[[ RECORDS FOR THE EXERCISE open ]]

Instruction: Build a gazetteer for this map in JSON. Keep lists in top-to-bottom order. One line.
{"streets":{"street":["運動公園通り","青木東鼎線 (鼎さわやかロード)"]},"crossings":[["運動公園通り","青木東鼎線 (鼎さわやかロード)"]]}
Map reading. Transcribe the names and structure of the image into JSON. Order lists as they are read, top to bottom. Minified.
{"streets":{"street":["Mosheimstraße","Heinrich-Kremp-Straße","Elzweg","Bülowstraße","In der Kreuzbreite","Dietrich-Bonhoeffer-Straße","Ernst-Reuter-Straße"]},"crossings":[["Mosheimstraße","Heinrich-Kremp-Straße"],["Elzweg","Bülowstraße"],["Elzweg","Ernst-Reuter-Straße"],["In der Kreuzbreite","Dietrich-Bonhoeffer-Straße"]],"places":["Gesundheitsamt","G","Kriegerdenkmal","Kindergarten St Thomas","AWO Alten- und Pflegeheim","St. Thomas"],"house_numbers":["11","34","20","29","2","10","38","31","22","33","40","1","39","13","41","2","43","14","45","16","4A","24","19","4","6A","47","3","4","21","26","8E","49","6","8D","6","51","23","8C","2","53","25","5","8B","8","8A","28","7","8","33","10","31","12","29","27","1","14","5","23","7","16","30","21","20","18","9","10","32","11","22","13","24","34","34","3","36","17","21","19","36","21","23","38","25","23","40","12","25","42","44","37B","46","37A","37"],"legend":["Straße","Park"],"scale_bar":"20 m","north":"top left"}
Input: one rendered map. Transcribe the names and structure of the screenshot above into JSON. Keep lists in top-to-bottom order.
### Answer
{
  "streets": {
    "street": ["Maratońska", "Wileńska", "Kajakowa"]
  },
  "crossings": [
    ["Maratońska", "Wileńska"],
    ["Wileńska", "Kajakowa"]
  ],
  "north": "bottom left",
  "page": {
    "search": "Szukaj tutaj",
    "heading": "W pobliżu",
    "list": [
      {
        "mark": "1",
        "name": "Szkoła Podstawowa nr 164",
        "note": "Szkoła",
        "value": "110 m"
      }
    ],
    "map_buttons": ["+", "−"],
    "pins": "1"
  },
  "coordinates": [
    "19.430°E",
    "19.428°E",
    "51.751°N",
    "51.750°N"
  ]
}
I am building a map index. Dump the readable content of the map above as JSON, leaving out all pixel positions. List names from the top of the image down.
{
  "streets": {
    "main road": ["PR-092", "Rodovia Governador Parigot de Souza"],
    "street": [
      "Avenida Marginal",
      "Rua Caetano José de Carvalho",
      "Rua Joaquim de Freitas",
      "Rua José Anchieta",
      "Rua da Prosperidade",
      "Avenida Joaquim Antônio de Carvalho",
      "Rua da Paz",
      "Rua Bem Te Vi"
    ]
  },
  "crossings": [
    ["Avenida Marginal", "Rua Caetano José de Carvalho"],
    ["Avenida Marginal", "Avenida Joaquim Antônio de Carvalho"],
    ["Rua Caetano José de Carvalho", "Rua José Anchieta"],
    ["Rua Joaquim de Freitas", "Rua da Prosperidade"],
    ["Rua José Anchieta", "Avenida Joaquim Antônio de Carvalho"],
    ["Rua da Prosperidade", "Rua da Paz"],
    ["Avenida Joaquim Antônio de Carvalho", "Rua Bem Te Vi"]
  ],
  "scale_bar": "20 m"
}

[[ RECORDS FOR THE EXERCISE closed ]]

> **TASK TO CARRY OUT**: Line by line, set the records above down again exactly.

> **RESULT OF THIS TASK**:
Instruction: Build a gazetteer for this map in JSON. Keep lists in top-to-bottom order. One line.
{"streets":{"street":["運動公園通り","青木東鼎線 (鼎さわやかロード)"]},"crossings":[["運動公園通り","青木東鼎線 (鼎さわやかロード)"]]}
Map reading. Transcribe the names and structure of the image into JSON. Order lists as they are read, top to bottom. Minified.
{"streets":{"street":["Mosheimstraße","Heinrich-Kremp-Straße","Elzweg","Bülowstraße","In der Kreuzbreite","Dietrich-Bonhoeffer-Straße","Ernst-Reuter-Straße"]},"crossings":[["Mosheimstraße","Heinrich-Kremp-Straße"],["Elzweg","Bülowstraße"],["Elzweg","Ernst-Reuter-Straße"],["In der Kreuzbreite","Dietrich-Bonhoeffer-Straße"]],"places":["Gesundheitsamt","G","Kriegerdenkmal","Kindergarten St Thomas","AWO Alten- und Pflegeheim","St. Thomas"],"house_numbers":["11","34","20","29","2","10","38","31","22","33","40","1","39","13","41","2","43","14","45","16","4A","24","19","4","6A","47","3","4","21","26","8E","49","6","8D","6","51","23","8C","2","53","25","5","8B","8","8A","28","7","8","33","10","31","12","29","27","1","14","5","23","7","16","30","21","20","18","9","10","32","11","22","13","24","34","34","3","36","17","21","19","36","21","23","38","25","23","40","12","25","42","44","37B","46","37A","37"],"legend":["Straße","Park"],"scale_bar":"20 m","north":"top left"}
Input: one rendered map. Transcribe the names and structure of the screenshot above into JSON. Keep lists in top-to-bottom order.
### Answer
{
  "streets": {
    "street": ["Maratońska", "Wileńska", "Kajakowa"]
  },
  "crossings": [
    ["Maratońska", "Wileńska"],
    ["Wileńska", "Kajakowa"]
  ],
  "north": "bottom left",
  "page": {
    "search": "Szukaj tutaj",
    "heading": "W pobliżu",
    "list": [
      {
        "mark": "1",
        "name": "Szkoła Podstawowa nr 164",
        "note": "Szkoła",
        "value": "110 m"
      }
    ],
    "map_buttons": ["+", "−"],
    "pins": "1"
  },
  "coordinates": [
    "19.430°E",
    "19.428°E",
    "51.751°N",
    "51.750°N"
  ]
}
I am building a map index. Dump the readable content of the map above as JSON, leaving out all pixel positions. List names from the top of the image down.
{
  "streets": {
    "main road": ["PR-092", "Rodovia Governador Parigot de Souza"],
    "street": [
      "Avenida Marginal",
      "Rua Caetano José de Carvalho",
      "Rua Joaquim de Freitas",
      "Rua José Anchieta",
      "Rua da Prosperidade",
      "Avenida Joaquim Antônio de Carvalho",
      "Rua da Paz",
      "Rua Bem Te Vi"
    ]
  },
  "crossings": [
    ["Avenida Marginal", "Rua Caetano José de Carvalho"],
    ["Avenida Marginal", "Avenida Joaquim Antônio de Carvalho"],
    ["Rua Caetano José de Carvalho", "Rua José Anchieta"],
    ["Rua Joaquim de Freitas", "Rua da Prosperidade"],
    ["Rua José Anchieta", "Avenida Joaquim Antônio de Carvalho"],
    ["Rua da Prosperidade", "Rua da Paz"],
    ["Avenida Joaquim Antônio de Carvalho", "Rua Bem Te Vi"]
  ],
  "scale_bar": "20 m"
}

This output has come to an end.